Jobs's answer has huge implications--though it's open to different interpretations. He says "the pricing will be the same." Mossberg asks, "the price will be $9.99?" Jobs: "The prices will be the same...Publishers are actually going to pull their books from Amazon because they're not happy."
I take Jobs to mean that the prices won't be $9.99, because the higher price is what publishers have been desperately concerned to establish in the Apple deal. But obviously a $14.99 price for e-books can't be sustained if Amazon is going to keep selling the same title for less. For publishers not to undercut Apple, they would in fact have to withdraw their titles from the Kindle store. That would be a real throwdown--especially because right now, publishers are making more money on Kindle e-book sales than Amazon is. (But let's not forget that Amazon is still making loadsamoney on selling the Kindle device itself.) It would be a significant threat to Amazon's Kindle business, and one has to wonder whether Amazon will retaliate, as they have done at other times, against publishers' print-book business. For both sides, print books are still a much larger business than e-books, so there's plenty to lose. It may be an interesting game of chicken.
3 comments:
Thank you for sharing that video and your take on the pricing. It looked to me like Jobs wasn't comfortable discussing the price difference or the competition with Amazon in general. I don't own an e-reader, but the price difference between books is a significant factor that won't go away just because he wants it to.

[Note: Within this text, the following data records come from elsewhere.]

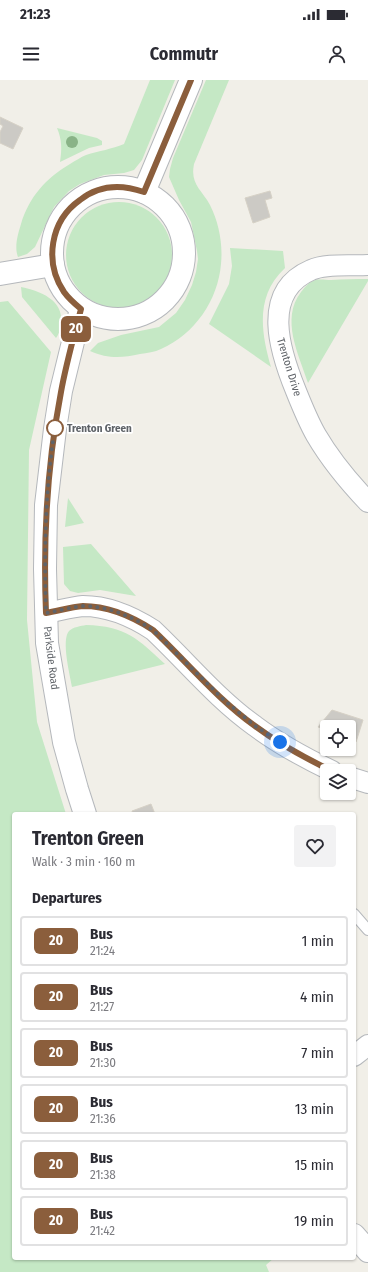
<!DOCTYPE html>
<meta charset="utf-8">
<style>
:root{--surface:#fff;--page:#f2f2f3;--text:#2b2b33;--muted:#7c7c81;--line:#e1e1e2}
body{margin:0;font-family:"Fira Sans Condensed",sans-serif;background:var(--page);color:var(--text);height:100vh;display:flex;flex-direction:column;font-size:15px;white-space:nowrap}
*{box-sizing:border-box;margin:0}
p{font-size:13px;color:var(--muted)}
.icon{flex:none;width:22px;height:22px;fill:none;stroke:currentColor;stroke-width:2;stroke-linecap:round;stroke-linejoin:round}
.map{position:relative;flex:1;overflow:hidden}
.drawer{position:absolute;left:12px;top:732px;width:344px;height:448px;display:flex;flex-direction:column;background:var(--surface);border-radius:4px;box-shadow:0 1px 3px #0004}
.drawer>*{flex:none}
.badge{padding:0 8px;border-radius:6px;font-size:14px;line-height:26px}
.controls{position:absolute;left:320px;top:640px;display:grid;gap:8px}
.controls a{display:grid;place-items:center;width:36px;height:36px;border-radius:4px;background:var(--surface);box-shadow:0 1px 3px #0004;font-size:20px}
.you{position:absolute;width:20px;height:20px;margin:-10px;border:3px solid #fff;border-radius:50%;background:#1a73e8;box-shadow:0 0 0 6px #1a73e833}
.map>.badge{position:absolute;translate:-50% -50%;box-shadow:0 0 0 2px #fff}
h2{padding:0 20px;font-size:15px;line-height:36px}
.round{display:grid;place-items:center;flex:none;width:42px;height:42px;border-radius:4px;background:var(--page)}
.summary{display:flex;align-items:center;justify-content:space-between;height:68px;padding:0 20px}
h1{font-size:19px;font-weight:700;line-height:30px}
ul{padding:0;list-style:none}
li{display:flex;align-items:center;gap:12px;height:50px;margin:0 8px 6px;padding:0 12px;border:2px solid var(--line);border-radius:4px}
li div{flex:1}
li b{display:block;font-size:15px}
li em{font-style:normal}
li .badge{min-width:44px;font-weight:700;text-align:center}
.status{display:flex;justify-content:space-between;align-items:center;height:28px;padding:0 20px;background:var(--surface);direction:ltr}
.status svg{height:11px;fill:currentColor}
header{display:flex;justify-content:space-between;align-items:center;height:52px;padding:0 20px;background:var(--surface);font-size:18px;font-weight:700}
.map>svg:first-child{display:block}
</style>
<div class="status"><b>21:23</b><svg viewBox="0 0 49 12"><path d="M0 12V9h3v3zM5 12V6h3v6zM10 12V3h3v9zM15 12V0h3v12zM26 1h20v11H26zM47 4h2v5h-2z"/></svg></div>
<header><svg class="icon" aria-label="menu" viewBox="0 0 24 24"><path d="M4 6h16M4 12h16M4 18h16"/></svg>Commutr<svg class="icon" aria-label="person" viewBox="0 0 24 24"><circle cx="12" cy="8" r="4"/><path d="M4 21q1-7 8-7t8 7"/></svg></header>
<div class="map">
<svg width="368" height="1192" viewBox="0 0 368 1192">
<rect width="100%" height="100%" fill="#f1efe8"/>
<g fill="#c5e8c5">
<path d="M150 0H175L142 80 134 90 124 93 104 95 80 104 69 111 54 127 35 167 27 174 18 177C14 167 18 154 21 144 29 117 46 98 70 84 75 81 81 77 86 75 99 71 112 69 124 64Z"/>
<path d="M206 0H229L194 84C190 104 201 109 210 125 219 143 223 164 221 184 218 220 195 254 161 269 155 272 147 273 140 274 122 278 108 279 90 271L98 263 121 255 159 247 176 233 185 220 192 205 196 192 198 179 197 171 191 142 179 120 169 97 170 89 173 78Z"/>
<path d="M57 48 97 58 102 61V65L89 68 60 82C62 69 62 60 57 48Z"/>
<circle cx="119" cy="175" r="53"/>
<path d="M230 168 283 171 285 188C255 216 261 252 271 287L209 244 229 204 232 186Z"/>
<path d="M368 199V201L308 303C299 275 280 239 301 212 305 207 309 202 315 200 320 199 326 200 331 200 343 199 356 199 368 199Z"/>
<path d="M21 207C40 211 64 220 61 243 60 248 60 253 56 258L22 217Z"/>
<path d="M8 221 51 272 29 370 27 540 37 642 66 734H14V1178H274L266 1185 269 1192H0V222Z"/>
<path d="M68 418 84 443 65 447Z"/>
<path d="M91 464 136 516 100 510 78 513 70 511 64 504 63 467Z"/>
<path d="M86 545C126 546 138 559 165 584L72 607C70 595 61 560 69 551 73 547 81 546 86 545Z"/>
</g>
<g fill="#cccac5" stroke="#d6d1c6">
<path d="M0 37 23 48 13 69 0 63V52L3 46 0 44Z"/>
<path d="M270 111 272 118 265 120 270 137 253 143 245 118Z"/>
<path d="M332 630 363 640 356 662 349 660V647H327V650L318 647Z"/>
<path d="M151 724 155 734H133L132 731Z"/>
</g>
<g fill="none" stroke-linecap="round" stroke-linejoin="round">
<defs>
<path id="service" d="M354 834 368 850"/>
<g id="minor">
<path d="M368 185C351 186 326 183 311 190 260 212 280 272 296 311 302 326 308 341 316 355 330 379 349 402 368 422"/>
<path d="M46 533C58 531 71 527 83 526 108 526 133 537 153 550 187 582 217 619 255 646 279 664 305 678 332 691"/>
<path d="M349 697 368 703"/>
<path d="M354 976 368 965"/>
</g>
<g id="tertiary">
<circle cx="118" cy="173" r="66"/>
<path d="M144 112 191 0"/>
<path d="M0 194 53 185"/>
<path d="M81 229 61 311 55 349 46 425 45 489 47 563 64 662 77 709 85 734"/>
<path d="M354 1155 368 1171"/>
</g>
</defs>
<use href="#service" stroke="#b5b8bc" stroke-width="12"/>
<use href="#minor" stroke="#b5b8bc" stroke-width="22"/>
<use href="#tertiary" stroke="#b5b8bc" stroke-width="24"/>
<use href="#service" stroke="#fff" stroke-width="10"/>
<use href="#minor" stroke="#fff" stroke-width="20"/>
<use href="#tertiary" stroke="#fff" stroke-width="22"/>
</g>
<circle fill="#89b387" cx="72" cy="62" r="6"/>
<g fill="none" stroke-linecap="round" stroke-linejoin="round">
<defs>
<path id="line" d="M191 0 144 112C135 109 126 107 117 107 104 107 90 112 80 120 50 141 44 182 64 212 69 219 75 224 81 229 74 256 66 284 61 312 47 385 43 459 46 533 58 531 71 527 83 526 108 526 133 537 153 550 187 582 217 619 255 646 279 664 305 678 332 691"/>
</defs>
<use href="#line" stroke="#fff" stroke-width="9"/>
<use href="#line" stroke="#8b5e3c" stroke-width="6"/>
<path stroke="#5f6368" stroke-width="4" stroke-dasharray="0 7.2" d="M55 348C45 409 44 471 46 533 58 531 71 527 83 526 108 526 133 537 153 550L224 620 255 646 280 662"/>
</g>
<circle fill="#fff" stroke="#8b5e3c" stroke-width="2" cx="55" cy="348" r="8"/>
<g text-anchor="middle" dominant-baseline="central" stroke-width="3.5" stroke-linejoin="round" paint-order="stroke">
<g font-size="11" fill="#5f6368" stroke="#fff">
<text transform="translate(289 287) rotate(73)">Trenton Drive</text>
<text transform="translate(51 578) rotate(83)">Parkside Road</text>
</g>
<g font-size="11" font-weight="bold" fill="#5f6368" stroke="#fff" text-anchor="start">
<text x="67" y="348">Trenton Green</text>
</g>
</g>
</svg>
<div class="controls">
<a><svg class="icon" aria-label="locate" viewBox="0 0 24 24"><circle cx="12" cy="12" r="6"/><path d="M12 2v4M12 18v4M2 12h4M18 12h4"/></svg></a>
<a><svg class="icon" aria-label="layers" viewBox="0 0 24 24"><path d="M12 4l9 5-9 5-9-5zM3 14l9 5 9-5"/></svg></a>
</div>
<div class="you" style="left:280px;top:662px"></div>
<b class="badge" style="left:76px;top:249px;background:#8b5e3c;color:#fff">20</b>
<section class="drawer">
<div class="summary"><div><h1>Trenton Green</h1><p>Walk · 3 min · 160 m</p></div><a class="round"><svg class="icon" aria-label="heart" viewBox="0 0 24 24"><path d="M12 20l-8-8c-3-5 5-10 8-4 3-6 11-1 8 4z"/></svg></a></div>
<h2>Departures</h2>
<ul>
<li><span class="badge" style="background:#8b5e3c;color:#fff">20</span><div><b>Bus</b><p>21:24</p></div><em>1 min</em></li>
<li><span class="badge" style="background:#8b5e3c;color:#fff">20</span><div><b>Bus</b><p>21:27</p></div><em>4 min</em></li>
<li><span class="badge" style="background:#8b5e3c;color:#fff">20</span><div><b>Bus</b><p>21:30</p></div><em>7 min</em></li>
<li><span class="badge" style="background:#8b5e3c;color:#fff">20</span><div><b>Bus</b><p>21:36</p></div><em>13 min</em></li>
<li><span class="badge" style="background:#8b5e3c;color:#fff">20</span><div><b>Bus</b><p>21:38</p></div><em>15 min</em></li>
<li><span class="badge" style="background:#8b5e3c;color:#fff">20</span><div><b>Bus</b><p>21:42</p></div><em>19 min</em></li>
</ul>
</section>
</div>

I am *sure* Jobs wasn't comfortable discussing pricing. It's a really tricky question. There were some interesting presentations on how consumers feel about prices at Digital Book World. They indicate to me that price is a big factor--one of the biggest-- for e-book buyers, but readers are not necessarily wedded to the $9.99 price. Publishers seem to be hoping that with Apple's help we can nudge the market price of e-books upwards. Plan B, or A sub 1 for some houses, if we can't make people pay more than $9.99, we will treat the e-book like other cheap editions, namely paperbacks, and publish it later than the hardcover.
@Peter,
If book readers are anything like Netflix customers, then waiting for a book to come out will go under the radar. Book buyers will just buy what is available. $9.99 is a lot of money for a DRM'd book.